SECOND ALDINE EDITION (1st 1502-3).

Three volumes bound in matching 19th c. parchment, Aldine device in gold on the boards, spines with citron morocco labels, gilt. Volumes mis-numbered on spines. Marbled endpapers. A tall set, overall clean with minor blemishes (see descriptions of individual volumes below.).

Edited by the Venetian poet Andrea Navagero (1483—1529), official historian of the Republic of Venice.
“What distinguishes the second Aldine from its predecessors is that its text is based on a broader consideration of the manuscript evidence and a more judicious selection of readings. Moreover, Naugerius had a keen appreciation for the variation found in the manuscripts and of the need to present that variation to readers in an organized way.

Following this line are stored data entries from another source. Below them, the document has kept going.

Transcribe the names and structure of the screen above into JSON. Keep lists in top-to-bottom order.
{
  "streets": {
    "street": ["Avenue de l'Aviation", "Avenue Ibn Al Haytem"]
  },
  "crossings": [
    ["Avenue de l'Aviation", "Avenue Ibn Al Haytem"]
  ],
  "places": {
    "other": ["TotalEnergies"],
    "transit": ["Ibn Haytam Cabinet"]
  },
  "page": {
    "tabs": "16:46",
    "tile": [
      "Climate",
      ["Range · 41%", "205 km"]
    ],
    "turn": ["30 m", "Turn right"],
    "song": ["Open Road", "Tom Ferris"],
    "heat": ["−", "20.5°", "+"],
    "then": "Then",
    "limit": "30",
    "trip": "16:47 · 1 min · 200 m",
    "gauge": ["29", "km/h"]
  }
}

“In a brief but fascinating preface, which gives a glimpse into the editor's workshop, Naugerius describes his approach to the text. He informs the reader that he has introduced improvements in the text by consulting manuscripts… In the separate volume of ‘Annotationes’ he indicates those places where the text has been altered without manuscript authority and records variants that he feels have a good chance of being right, so that readers can make up their own minds about them. So for instance... When Naugerius deleted an interpolated verse after 8.317 and 9.196 (or 197), he explains that the two verses in question are not found in 'old copies' (veteribus/antiquis exemplaribus) and that they are unmetrical.”(Possanza, “Editing Ovid, Immortal Works and Material Texts”, in A Companion to Ovid, Chapter 22.)

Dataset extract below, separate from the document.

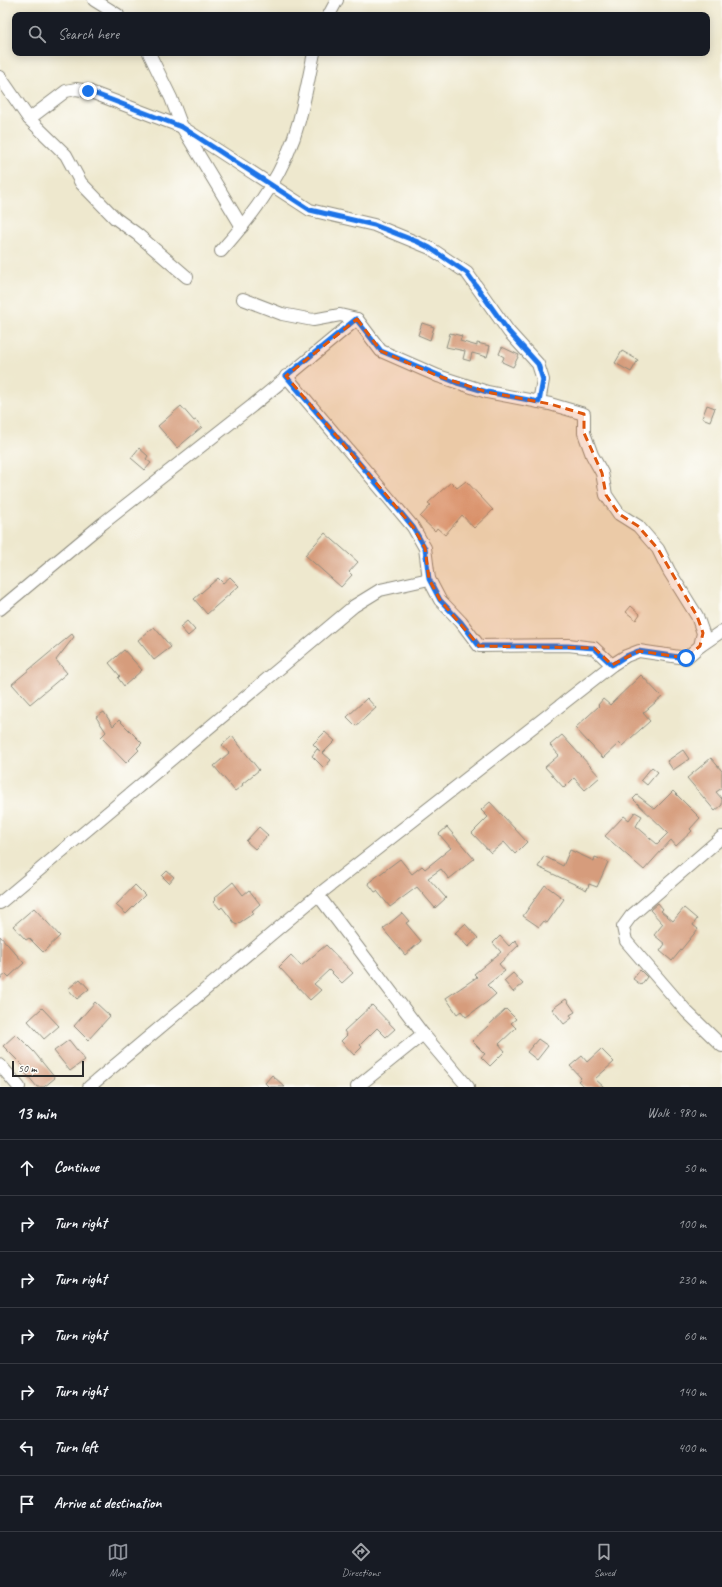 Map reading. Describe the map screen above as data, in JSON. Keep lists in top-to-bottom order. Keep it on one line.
{"scale_bar":"50 m","page":{"search":"Search here","scale":"50 m","heading":["13 min","Walk · 980 m"],"list":[["Continue","50 m"],["Turn right","100 m"],["Turn right","230 m"],["Turn right","60 m"],["Turn right","140 m"],["Turn left","400 m"],"Arrive at destination"],"nav":["Map","Directions","Saved"]}}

“Born in 43 BCE, Ovid first made his name at Rome as a playful and experimental love poet, in the Amores, the epistolary Heroides, and the didactic Ars Amatoria and Remedia Amoris; by about 2 CE, he was able to claim that “elegy owes as much to me as epic does to Virgil.” Concurrently with the epic Metamorphoses, he was at work (2–8 CE) on the elegiac Fasti, a poetical calendar of the Roman year, with one book devoted to each month; and he would spend his final decade further extending the range of elegy with the pleas and laments of the Tristia and Epistulae ex Ponto, sent to Rome from afar, along with the curse-poetry of the Ibis.

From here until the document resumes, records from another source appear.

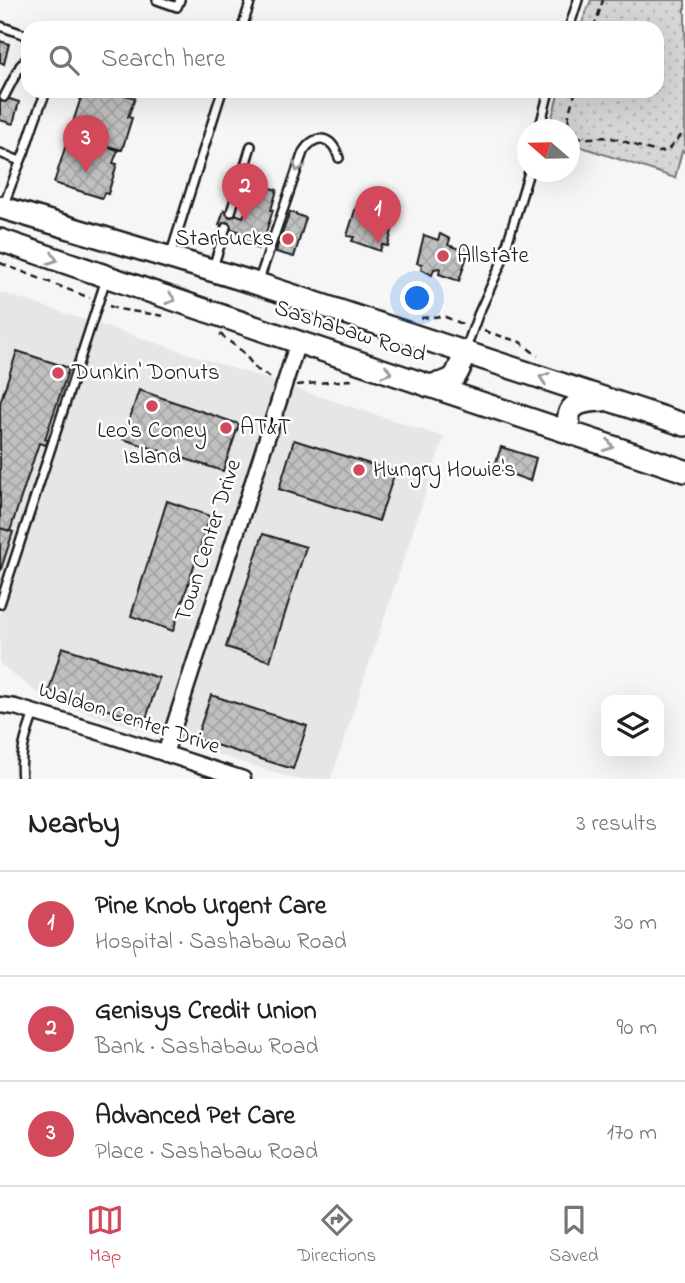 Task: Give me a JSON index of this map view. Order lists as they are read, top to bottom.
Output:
{
  "streets": {
    "main road": ["Sashabaw Road"],
    "street": ["Town Center Drive", "Waldon Center Drive"]
  },
  "crossings": [
    ["Sashabaw Road", "Town Center Drive"],
    ["Town Center Drive", "Waldon Center Drive"]
  ],
  "places": [
    "Starbucks",
    "Allstate",
    "Dunkin' Donuts",
    "Leo's Coney Island",
    "AT&T",
    "Hungry Howie's"
  ],
  "north": "left",
  "page": {
    "search": "Search here",
    "pins": ["3", "2", "1"],
    "heading": ["Nearby", "3 results"],
    "list": [
      {
        "mark": "1",
        "name": "Pine Knob Urgent Care",
        "note": "Hospital · Sashabaw Road",
        "value": "30 m"
      },
      {
        "mark": "2",
        "name": "Genisys Credit Union",
        "note": "Bank · Sashabaw Road",
        "value": "90 m"
      },
      {
        "mark": "3",
        "name": "Advanced Pet Care",
        "note": "Place · Sashabaw Road",
        "value": "170 m"
      }
    ],
    "nav": ["Map", "Directions", "Saved"]
  }
}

“When Ovid turned in his forties to epic, he did not attempt direct competition with the already classic Aeneid. The 15-book Metamorphoses recounted dozens of tales from classical and Near Eastern myth and legend, with no central hero, but with characters and settings changing every few pages; every episode was in some way a story of supernatural transformation, and the whole took the ostensibly chronological form of a history of the universe. As the epic neared completion in 8 CE, the poet was suddenly banished by the emperor Augustus to the Black Sea frontier, (a) for the perceived immorality of the almost decade-old Ars Amatoria, and (b) for a still-mysterious error or indiscretion. Ovid languished in his place of exile, Tomis (modern Constantsa), until his death, probably in 17 CE.”(Hinds, OCD)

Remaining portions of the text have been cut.